• [Task statement]: What lines of the data below hold "muted"? Show them.

[Opening Extracted material section]

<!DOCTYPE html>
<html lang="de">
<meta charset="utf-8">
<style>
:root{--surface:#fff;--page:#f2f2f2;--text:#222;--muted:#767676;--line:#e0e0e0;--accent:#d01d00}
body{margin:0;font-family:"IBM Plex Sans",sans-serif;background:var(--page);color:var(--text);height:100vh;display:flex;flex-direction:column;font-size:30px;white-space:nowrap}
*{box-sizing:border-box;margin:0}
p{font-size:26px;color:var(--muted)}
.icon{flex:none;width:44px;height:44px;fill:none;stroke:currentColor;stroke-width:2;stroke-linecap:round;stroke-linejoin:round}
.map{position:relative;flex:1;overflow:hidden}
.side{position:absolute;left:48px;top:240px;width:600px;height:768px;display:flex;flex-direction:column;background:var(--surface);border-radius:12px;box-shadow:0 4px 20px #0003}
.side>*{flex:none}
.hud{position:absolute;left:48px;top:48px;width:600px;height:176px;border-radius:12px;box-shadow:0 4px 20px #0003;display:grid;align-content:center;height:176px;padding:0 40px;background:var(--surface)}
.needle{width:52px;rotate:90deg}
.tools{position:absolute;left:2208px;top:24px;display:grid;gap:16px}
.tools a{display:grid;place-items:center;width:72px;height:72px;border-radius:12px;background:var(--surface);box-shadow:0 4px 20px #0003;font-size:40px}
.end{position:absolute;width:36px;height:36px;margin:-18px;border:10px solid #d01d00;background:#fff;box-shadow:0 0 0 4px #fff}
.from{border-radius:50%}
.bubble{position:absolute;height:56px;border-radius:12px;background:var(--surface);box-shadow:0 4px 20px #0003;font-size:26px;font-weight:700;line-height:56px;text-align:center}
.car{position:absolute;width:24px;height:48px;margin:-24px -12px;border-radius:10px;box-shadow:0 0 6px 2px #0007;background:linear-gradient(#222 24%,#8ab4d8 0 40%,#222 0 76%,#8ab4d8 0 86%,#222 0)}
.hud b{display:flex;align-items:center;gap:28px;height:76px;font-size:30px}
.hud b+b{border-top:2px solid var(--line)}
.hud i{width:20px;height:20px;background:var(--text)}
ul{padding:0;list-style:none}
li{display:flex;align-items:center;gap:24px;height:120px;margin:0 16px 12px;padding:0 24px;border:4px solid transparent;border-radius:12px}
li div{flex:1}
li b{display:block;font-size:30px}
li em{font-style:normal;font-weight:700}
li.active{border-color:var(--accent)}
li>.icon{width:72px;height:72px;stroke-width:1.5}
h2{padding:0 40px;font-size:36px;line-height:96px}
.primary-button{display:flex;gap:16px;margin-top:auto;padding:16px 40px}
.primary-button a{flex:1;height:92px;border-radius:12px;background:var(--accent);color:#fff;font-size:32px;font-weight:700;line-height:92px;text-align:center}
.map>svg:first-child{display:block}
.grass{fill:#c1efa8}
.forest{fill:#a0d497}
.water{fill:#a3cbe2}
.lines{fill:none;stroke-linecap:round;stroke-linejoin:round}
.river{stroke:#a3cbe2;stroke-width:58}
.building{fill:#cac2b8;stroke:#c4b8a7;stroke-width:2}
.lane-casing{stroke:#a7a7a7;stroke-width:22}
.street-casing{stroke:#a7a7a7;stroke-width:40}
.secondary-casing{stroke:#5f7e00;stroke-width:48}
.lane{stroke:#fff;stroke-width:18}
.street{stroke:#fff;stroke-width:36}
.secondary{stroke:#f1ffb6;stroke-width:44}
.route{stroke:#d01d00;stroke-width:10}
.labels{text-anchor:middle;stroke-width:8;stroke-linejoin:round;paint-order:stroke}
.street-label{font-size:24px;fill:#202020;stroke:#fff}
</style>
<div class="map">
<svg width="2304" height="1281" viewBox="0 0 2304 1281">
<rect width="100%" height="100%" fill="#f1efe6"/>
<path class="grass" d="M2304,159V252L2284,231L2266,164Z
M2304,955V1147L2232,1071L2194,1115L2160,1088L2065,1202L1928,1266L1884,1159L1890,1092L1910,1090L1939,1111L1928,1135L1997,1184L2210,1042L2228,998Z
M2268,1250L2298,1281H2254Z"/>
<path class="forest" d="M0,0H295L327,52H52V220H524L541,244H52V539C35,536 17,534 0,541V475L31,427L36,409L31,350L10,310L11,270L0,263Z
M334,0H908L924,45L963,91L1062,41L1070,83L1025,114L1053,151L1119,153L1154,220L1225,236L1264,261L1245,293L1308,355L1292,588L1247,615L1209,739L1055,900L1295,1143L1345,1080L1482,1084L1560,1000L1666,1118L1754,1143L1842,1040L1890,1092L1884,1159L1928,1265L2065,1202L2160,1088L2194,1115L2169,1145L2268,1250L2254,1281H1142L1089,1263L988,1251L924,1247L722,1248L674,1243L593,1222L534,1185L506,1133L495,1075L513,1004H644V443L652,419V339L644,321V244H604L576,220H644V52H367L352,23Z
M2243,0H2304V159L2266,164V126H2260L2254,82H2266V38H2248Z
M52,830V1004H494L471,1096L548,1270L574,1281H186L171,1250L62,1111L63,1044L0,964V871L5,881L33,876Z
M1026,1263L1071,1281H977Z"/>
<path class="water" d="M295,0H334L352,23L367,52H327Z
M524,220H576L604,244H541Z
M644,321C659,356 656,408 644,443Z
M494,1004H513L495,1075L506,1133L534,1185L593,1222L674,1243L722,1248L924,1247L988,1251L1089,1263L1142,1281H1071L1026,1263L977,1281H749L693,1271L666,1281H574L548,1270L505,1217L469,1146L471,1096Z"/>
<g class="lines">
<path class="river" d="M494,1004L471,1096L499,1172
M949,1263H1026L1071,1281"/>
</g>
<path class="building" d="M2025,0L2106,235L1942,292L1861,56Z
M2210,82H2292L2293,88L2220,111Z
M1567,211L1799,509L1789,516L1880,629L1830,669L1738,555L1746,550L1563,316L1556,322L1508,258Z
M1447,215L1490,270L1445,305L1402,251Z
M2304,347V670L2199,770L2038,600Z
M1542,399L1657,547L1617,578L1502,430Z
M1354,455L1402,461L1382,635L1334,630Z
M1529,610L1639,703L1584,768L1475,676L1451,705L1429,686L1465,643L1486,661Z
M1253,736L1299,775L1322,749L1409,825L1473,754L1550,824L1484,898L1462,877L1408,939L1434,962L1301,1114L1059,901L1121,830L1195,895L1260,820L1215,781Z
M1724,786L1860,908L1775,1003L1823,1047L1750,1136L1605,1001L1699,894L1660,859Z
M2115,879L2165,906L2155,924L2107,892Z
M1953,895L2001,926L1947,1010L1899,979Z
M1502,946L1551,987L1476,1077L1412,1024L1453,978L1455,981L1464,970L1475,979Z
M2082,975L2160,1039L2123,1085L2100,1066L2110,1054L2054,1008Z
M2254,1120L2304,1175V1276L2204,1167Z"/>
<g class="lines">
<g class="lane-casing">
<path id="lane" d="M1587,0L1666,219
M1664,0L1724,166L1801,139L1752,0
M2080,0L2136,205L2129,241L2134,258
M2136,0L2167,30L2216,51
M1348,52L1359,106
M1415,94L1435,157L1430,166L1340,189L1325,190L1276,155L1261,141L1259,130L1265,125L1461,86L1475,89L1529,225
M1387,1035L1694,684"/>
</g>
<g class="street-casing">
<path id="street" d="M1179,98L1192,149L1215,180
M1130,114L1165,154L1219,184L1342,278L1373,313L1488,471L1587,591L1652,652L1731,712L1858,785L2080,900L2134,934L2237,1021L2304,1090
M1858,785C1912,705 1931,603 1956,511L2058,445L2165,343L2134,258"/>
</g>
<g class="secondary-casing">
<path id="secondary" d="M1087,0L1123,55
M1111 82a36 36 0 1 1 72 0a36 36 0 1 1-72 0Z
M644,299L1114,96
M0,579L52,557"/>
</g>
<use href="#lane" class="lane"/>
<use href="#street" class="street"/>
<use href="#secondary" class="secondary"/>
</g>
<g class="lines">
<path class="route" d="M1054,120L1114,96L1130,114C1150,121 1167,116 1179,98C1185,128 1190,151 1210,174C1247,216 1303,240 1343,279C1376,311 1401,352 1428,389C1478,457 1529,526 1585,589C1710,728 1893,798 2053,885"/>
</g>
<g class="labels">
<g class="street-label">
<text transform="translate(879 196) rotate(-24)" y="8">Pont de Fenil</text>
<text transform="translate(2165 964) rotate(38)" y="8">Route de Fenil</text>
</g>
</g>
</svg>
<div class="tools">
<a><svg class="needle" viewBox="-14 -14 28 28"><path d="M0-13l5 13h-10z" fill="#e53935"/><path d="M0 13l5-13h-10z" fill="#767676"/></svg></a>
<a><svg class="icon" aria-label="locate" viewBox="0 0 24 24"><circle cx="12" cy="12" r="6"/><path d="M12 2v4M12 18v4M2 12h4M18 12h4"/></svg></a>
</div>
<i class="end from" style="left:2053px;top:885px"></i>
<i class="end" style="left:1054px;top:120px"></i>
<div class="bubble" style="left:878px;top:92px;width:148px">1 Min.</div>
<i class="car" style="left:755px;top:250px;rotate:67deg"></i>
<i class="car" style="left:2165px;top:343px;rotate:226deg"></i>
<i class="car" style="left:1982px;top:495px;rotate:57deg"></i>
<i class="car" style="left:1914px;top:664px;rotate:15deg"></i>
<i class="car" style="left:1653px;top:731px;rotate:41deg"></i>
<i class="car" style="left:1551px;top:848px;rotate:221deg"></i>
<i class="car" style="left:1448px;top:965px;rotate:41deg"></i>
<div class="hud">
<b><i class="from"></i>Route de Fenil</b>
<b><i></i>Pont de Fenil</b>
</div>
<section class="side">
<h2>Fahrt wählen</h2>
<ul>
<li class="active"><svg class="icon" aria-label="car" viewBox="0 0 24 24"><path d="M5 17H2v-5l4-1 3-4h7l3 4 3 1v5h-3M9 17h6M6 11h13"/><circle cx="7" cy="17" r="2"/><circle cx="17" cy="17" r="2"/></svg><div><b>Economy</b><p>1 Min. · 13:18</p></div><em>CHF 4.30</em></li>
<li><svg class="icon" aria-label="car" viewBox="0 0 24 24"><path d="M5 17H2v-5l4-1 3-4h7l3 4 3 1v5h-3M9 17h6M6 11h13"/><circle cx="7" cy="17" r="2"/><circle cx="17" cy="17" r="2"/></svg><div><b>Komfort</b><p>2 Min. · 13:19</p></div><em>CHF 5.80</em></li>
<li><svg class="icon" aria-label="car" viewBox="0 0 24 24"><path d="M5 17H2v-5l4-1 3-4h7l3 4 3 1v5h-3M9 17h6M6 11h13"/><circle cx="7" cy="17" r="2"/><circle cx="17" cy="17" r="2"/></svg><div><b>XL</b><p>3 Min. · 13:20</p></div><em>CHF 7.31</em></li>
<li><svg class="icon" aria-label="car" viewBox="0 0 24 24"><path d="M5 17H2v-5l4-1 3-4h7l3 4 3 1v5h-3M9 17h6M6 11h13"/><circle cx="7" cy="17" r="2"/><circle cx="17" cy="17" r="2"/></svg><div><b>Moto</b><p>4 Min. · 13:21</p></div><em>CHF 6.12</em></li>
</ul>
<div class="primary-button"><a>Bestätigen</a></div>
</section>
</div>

[Closing Extracted material section]

• [Reply]:
:root{--surface:#fff;--page:#f2f2f2;--text:#222;--muted:#767676;--line:#e0e0e0;--accent:#d01d00}
p{font-size:26px;color:var(--muted)}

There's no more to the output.